(Task description) Copy exactly the lines of the material below, starting with the first and including the line that holds "height:9px; margin:-4.5px; padding:0".

(Excerpted records)
◇ ◇ ◇ ◇ ◇ ◇ ◇

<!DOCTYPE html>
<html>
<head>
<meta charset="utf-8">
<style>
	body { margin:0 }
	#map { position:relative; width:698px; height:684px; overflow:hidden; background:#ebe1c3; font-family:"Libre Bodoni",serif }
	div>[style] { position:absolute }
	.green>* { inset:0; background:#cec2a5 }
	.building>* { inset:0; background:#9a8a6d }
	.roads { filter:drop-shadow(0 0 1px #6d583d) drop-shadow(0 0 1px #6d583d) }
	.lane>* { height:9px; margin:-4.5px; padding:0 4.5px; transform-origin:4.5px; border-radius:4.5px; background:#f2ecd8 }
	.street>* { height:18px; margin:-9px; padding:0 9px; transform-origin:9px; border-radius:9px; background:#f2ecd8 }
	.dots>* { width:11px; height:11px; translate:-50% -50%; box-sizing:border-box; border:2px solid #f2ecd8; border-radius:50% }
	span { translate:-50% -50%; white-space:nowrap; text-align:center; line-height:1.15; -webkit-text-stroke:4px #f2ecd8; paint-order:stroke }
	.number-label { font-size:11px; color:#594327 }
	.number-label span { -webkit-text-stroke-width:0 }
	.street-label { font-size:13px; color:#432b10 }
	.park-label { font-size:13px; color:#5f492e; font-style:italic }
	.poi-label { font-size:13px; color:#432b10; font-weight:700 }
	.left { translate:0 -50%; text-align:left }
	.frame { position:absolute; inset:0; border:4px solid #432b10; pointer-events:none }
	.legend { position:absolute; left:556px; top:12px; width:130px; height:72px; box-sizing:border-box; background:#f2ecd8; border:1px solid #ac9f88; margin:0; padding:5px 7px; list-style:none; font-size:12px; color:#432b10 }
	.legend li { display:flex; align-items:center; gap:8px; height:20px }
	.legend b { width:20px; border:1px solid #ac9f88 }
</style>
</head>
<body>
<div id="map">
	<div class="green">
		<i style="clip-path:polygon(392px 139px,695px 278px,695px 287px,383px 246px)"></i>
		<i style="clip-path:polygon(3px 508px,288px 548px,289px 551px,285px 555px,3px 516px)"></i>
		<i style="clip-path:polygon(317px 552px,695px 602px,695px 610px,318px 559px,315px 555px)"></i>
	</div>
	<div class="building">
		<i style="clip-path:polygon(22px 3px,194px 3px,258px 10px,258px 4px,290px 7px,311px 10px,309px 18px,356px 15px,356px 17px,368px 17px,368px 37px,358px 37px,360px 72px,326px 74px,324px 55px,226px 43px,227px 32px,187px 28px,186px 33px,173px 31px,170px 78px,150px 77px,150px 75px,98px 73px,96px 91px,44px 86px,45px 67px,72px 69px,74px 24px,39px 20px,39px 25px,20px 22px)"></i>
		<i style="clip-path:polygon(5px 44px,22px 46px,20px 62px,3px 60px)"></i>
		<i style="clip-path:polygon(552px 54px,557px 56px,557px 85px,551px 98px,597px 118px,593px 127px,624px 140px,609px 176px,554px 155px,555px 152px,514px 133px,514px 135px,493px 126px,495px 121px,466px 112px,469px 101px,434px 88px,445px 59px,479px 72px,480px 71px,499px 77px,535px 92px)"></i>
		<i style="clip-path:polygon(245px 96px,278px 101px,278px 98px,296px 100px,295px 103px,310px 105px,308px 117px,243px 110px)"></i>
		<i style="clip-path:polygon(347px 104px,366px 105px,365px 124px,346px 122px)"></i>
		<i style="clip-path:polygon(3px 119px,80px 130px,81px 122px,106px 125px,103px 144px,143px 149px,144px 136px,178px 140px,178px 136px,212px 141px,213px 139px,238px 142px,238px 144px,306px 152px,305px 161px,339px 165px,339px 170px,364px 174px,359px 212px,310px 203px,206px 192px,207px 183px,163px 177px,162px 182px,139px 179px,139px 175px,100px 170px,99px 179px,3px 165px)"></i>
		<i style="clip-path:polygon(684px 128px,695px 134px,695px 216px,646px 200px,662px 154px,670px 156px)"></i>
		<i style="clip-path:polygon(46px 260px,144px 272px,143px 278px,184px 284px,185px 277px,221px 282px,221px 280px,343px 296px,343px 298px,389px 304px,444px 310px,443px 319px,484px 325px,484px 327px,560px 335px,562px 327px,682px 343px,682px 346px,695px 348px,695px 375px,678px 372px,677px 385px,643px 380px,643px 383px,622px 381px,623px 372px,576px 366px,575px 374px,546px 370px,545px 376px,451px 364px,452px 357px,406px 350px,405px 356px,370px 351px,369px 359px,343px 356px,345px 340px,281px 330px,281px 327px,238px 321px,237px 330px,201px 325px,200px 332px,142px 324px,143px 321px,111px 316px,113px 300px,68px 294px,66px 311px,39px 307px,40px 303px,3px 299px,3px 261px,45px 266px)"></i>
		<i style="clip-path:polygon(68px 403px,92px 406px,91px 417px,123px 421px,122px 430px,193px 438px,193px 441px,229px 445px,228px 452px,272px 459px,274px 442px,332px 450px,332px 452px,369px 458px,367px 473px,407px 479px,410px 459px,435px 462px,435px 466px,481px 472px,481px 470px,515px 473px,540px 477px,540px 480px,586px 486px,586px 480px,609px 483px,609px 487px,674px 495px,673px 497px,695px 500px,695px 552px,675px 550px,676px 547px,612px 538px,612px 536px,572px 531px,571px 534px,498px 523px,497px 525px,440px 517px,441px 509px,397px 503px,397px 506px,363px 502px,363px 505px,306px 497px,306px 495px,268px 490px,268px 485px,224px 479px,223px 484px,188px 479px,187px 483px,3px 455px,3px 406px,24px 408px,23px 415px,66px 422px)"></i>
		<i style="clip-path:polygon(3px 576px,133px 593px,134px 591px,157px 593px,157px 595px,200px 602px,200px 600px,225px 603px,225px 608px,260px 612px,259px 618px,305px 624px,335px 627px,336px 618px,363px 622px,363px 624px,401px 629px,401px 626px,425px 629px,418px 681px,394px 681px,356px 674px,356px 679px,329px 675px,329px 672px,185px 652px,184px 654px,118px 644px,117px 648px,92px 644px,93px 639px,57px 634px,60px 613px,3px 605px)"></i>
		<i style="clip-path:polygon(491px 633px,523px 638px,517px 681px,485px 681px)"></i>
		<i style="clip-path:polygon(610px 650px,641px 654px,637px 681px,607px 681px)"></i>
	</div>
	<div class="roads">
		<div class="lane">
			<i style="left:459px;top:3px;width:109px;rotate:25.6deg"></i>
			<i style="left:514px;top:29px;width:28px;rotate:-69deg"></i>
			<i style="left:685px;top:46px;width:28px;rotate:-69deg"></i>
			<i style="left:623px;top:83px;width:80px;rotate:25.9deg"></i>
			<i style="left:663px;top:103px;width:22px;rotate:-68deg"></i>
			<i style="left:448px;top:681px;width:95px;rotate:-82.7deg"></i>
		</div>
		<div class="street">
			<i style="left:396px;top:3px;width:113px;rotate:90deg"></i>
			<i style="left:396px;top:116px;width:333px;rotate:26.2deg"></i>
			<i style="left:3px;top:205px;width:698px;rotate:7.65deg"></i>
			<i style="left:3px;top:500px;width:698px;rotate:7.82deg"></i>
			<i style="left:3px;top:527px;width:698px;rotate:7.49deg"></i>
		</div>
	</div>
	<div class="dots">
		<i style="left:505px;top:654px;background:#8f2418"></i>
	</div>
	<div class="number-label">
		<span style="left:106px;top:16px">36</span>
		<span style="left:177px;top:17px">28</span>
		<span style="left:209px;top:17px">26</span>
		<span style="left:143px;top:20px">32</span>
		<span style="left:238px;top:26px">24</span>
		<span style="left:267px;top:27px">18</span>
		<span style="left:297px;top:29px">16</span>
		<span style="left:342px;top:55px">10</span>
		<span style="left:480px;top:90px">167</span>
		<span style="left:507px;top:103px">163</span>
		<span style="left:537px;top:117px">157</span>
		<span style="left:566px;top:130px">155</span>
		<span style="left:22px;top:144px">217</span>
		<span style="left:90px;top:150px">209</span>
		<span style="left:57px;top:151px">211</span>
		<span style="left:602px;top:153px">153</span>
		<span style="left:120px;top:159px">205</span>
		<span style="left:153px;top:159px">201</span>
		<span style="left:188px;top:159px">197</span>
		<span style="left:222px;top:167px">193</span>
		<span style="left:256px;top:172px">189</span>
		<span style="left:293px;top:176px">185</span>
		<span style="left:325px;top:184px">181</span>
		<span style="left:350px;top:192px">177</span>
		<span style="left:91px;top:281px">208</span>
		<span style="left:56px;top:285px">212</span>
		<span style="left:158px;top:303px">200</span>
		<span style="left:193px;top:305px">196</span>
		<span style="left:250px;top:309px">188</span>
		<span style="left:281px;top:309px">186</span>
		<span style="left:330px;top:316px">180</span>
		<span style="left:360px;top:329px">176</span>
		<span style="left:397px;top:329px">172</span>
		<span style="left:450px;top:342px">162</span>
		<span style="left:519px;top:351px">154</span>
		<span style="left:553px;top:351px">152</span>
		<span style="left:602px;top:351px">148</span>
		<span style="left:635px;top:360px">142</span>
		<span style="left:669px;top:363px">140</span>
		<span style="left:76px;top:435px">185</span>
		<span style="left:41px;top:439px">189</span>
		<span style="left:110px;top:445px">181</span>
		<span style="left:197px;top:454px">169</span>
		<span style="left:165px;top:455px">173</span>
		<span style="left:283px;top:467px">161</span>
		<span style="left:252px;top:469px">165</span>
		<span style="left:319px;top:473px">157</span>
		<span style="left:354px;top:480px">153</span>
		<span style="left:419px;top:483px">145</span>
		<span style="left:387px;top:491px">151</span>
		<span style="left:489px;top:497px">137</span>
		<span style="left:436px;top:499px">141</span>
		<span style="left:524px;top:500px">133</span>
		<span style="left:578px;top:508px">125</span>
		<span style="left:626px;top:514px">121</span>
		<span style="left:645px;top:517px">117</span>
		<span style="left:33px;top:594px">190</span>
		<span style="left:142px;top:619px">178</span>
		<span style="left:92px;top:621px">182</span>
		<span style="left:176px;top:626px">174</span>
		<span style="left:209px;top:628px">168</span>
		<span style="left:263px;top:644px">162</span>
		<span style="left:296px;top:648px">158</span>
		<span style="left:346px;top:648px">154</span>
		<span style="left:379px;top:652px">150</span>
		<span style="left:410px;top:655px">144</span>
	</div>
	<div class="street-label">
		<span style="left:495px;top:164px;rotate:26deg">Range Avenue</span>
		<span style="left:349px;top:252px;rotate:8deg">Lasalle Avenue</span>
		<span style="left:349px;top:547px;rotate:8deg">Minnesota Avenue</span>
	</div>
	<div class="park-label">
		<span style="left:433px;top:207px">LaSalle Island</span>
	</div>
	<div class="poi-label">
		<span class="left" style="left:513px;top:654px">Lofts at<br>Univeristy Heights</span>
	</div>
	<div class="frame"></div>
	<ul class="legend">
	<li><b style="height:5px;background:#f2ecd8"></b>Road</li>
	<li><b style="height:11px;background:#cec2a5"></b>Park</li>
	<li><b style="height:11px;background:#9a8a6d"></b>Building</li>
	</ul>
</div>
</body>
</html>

◇ ◇ ◇ ◇ ◇ ◇ ◇

(Output for this exercise)
<!DOCTYPE html>
<html>
<head>
<meta charset="utf-8">
<style>
	body { margin:0 }
	#map { position:relative; width:698px; height:684px; overflow:hidden; background:#ebe1c3; font-family:"Libre Bodoni",serif }
	div>[style] { position:absolute }
	.green>* { inset:0; background:#cec2a5 }
	.building>* { inset:0; background:#9a8a6d }
	.roads { filter:drop-shadow(0 0 1px #6d583d) drop-shadow(0 0 1px #6d583d) }
	.lane>* { height:9px; margin:-4.5px; padding:0 4.5px; transform-origin:4.5px; border-radius:4.5px; background:#f2ecd8 }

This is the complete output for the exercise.